RegEx: found all comments but not within quotation marks-CodePudding

I have thought of an example that I can use to learn it well. I designed a kind of "script language" (as a string) that I want to parse and interpret.

PS: Yes, it reminds of LINQ a bit, but that's just a coincidence.

The first thing I thought about, I want to remove all the comments, because these shouldn't be interpreted.

I only look for comments like: /*...*/ and //...\n

However, these should of course not happen within quotation marks: "..." and '...'

But how can I use RegEx to find comments that are not inside quotation marks?

String:

  //get means only read, but not to mutate data
  Get(BooksWithAuthors)
    //default queries via mycel
    .Query()
      //junction table to pair books and authors
      .From(BookAuthor.As(BA))
      //main table for books
      .Join(left: Books.As(B) => B.Id == BA.BookId)
      //main table for authors
      .Join(left: Authors.As(A) => A.Id == BA.AuthorId)
      //groups by column, body allows to restore data (restructuring)
      .GroupBy(B.Id, => B.Authors.Add(A))
      //ignore still registerd data objects for the response
      .SelectIgnore(BA)
      //or select only that fields or objects you want to response
      .Select(B)
      .Foo("//wrong-comment-inside-quotes")
      .Foo('//wrong-comment-inside-single-quotes')
      .Foo('some /*wrong-comment*/ inside')
  ;

  //get means only read, but not to mutate data
  Get(BooksWithAuthorsByMethod)
    //using individual backside methods (created by own)
    .GetBooksWithAuthors(id:6, filter:{key:'minAuthorAge', value:17})
  ;

  /*
    comments
    "over"
    'multiply
    lines' //with wrong comments inside
  *\

RegEx:

.*[^'"].*([\/]{2}.*[\r\n|\r|\n]).*[^'"].*

(https://regex101.com/r/zPzBFj/1)

Yeah, I tried it only with //, but not every incidence was found and it also matches that comments within quotation marks. Maybe ?! is not the right way.

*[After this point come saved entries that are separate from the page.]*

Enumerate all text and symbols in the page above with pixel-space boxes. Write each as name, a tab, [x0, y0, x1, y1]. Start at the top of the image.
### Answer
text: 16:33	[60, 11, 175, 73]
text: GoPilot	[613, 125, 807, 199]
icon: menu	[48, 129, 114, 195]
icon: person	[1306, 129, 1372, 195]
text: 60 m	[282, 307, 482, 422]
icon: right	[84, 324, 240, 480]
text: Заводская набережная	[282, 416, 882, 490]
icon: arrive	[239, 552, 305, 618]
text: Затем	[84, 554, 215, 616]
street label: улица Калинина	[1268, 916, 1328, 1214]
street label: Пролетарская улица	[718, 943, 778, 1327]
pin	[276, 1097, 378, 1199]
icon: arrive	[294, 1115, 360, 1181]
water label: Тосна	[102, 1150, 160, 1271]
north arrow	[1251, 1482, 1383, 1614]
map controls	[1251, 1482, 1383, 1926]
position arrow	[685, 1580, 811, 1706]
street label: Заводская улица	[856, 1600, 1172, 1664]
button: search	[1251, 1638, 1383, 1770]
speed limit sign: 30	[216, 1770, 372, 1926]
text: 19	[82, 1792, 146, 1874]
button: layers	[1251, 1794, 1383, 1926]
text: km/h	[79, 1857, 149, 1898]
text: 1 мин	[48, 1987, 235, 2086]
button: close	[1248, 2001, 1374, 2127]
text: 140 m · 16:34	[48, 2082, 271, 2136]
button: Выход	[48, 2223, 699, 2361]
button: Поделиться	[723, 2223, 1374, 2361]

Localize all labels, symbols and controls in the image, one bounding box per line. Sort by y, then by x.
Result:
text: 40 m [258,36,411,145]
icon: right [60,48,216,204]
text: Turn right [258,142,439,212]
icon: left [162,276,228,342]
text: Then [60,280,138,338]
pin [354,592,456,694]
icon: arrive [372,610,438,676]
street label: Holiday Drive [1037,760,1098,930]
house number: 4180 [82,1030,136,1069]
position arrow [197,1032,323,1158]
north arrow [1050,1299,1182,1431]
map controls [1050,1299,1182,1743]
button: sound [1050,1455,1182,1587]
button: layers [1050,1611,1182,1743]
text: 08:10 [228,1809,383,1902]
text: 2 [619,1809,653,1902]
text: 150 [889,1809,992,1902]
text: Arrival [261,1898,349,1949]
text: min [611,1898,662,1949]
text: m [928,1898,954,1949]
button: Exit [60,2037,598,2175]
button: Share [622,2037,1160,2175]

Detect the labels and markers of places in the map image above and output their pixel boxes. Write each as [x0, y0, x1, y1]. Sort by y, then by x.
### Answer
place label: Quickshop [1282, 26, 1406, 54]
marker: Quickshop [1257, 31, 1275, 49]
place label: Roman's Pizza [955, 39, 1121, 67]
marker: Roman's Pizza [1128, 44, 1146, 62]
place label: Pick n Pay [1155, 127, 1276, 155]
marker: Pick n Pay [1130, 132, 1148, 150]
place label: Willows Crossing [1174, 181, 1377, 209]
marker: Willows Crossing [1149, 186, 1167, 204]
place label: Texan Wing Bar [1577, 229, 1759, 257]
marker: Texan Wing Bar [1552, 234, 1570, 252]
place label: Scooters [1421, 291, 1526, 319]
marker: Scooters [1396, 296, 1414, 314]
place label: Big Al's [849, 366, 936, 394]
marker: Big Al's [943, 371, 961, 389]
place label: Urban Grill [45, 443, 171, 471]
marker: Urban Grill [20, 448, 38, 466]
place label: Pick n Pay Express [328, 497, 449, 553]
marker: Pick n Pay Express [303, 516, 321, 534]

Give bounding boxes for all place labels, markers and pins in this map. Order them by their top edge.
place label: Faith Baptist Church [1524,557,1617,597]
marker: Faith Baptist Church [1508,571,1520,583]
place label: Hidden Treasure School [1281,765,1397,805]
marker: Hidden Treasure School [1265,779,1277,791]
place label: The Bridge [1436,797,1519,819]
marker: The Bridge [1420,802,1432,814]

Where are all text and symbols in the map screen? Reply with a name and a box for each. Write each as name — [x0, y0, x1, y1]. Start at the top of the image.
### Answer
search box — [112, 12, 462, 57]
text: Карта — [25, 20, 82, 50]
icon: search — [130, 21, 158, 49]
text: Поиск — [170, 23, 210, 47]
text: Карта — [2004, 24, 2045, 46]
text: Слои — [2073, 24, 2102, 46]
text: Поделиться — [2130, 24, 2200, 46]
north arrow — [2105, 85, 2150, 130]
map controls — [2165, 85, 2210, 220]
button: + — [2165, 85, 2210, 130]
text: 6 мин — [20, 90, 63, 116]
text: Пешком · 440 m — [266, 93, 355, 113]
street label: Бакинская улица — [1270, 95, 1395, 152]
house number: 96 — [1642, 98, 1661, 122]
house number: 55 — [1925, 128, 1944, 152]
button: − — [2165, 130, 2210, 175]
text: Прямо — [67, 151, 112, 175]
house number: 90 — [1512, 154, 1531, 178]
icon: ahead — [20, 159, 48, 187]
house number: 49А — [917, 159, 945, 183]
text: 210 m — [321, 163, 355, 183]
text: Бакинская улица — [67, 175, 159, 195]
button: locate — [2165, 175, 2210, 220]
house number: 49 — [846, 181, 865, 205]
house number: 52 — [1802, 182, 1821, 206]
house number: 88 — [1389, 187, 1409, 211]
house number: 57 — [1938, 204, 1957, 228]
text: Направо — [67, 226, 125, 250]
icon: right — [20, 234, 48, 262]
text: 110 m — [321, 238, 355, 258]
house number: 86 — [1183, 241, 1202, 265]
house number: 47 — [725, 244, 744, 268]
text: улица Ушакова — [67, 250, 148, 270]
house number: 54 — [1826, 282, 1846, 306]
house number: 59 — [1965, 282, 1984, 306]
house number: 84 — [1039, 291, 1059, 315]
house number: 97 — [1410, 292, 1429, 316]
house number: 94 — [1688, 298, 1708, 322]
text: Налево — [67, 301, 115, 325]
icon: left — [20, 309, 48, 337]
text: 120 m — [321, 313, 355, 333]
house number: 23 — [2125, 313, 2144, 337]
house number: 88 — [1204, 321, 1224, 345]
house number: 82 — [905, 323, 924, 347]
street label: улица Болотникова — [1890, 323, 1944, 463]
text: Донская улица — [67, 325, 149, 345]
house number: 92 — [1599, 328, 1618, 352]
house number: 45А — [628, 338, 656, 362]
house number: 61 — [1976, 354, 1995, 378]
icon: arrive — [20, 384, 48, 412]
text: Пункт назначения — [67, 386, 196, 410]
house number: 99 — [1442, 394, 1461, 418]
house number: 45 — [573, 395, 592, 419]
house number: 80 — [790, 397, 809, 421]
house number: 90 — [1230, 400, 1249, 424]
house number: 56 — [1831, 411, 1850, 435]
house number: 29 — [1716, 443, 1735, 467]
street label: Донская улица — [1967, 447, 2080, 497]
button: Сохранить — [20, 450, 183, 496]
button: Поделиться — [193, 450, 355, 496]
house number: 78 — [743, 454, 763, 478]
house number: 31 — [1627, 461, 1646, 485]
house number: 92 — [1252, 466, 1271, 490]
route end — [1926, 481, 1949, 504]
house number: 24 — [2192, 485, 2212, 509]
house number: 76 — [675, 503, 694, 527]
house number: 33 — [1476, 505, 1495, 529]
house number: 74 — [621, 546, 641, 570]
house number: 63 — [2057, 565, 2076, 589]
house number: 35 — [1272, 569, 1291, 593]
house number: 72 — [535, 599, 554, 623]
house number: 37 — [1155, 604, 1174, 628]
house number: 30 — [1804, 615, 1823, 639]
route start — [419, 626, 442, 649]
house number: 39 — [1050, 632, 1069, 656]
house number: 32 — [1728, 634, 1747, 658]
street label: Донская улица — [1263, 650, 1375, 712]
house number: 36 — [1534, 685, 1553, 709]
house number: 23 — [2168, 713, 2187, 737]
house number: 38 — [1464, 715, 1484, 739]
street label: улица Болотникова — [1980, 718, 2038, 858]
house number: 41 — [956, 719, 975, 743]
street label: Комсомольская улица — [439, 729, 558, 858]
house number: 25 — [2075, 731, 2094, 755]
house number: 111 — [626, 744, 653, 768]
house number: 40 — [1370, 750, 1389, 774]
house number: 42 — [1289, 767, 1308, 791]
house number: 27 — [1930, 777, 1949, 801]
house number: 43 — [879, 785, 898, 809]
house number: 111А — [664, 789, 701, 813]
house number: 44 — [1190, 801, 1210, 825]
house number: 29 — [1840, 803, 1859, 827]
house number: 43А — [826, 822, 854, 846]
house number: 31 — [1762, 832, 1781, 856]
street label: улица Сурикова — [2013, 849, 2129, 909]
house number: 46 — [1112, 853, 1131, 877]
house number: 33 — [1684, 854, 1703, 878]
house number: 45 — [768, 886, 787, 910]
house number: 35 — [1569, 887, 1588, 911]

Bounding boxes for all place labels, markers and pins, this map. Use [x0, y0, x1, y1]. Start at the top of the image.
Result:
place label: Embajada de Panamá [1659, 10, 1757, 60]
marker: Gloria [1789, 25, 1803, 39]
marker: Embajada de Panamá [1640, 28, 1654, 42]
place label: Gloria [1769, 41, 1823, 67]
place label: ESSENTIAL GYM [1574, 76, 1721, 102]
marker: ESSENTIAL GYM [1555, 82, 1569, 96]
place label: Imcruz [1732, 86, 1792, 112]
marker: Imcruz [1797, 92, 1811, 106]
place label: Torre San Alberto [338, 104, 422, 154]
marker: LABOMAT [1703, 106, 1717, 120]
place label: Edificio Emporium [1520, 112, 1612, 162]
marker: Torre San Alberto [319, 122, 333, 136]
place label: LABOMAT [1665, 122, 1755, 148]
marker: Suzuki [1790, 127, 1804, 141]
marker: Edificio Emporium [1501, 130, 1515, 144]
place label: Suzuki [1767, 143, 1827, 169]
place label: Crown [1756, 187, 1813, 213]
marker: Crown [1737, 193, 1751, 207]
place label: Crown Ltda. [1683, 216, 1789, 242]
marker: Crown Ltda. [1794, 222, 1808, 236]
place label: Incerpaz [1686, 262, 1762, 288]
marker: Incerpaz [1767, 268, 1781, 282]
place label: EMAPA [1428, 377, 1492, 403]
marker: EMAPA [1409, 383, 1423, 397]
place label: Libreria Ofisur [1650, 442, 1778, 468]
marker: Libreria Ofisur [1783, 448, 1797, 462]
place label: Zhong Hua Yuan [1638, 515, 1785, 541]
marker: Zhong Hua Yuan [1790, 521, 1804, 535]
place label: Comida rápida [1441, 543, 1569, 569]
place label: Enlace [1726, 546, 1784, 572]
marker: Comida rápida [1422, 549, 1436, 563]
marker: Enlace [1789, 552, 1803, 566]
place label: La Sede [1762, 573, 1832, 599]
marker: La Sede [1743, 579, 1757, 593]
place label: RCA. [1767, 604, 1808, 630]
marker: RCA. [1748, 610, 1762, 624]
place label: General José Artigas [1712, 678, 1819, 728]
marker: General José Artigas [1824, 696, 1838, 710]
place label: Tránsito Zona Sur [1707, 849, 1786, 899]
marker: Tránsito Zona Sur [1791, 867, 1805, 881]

But how can I do that?

I'm sure I'll have one or two more questions about this example. But as I said, I'm still learning RegEx, so step by step...

CodePudding user response：

This returns what you're looking for in the example, let me know if you find any edge cases. You'll have to post-process the matches based on whether it's a comment or quoted string.

(?:(?:(\/)(\*)|(["'])).*?(?:\2\1|\3))|(?:\/\/[^\n] )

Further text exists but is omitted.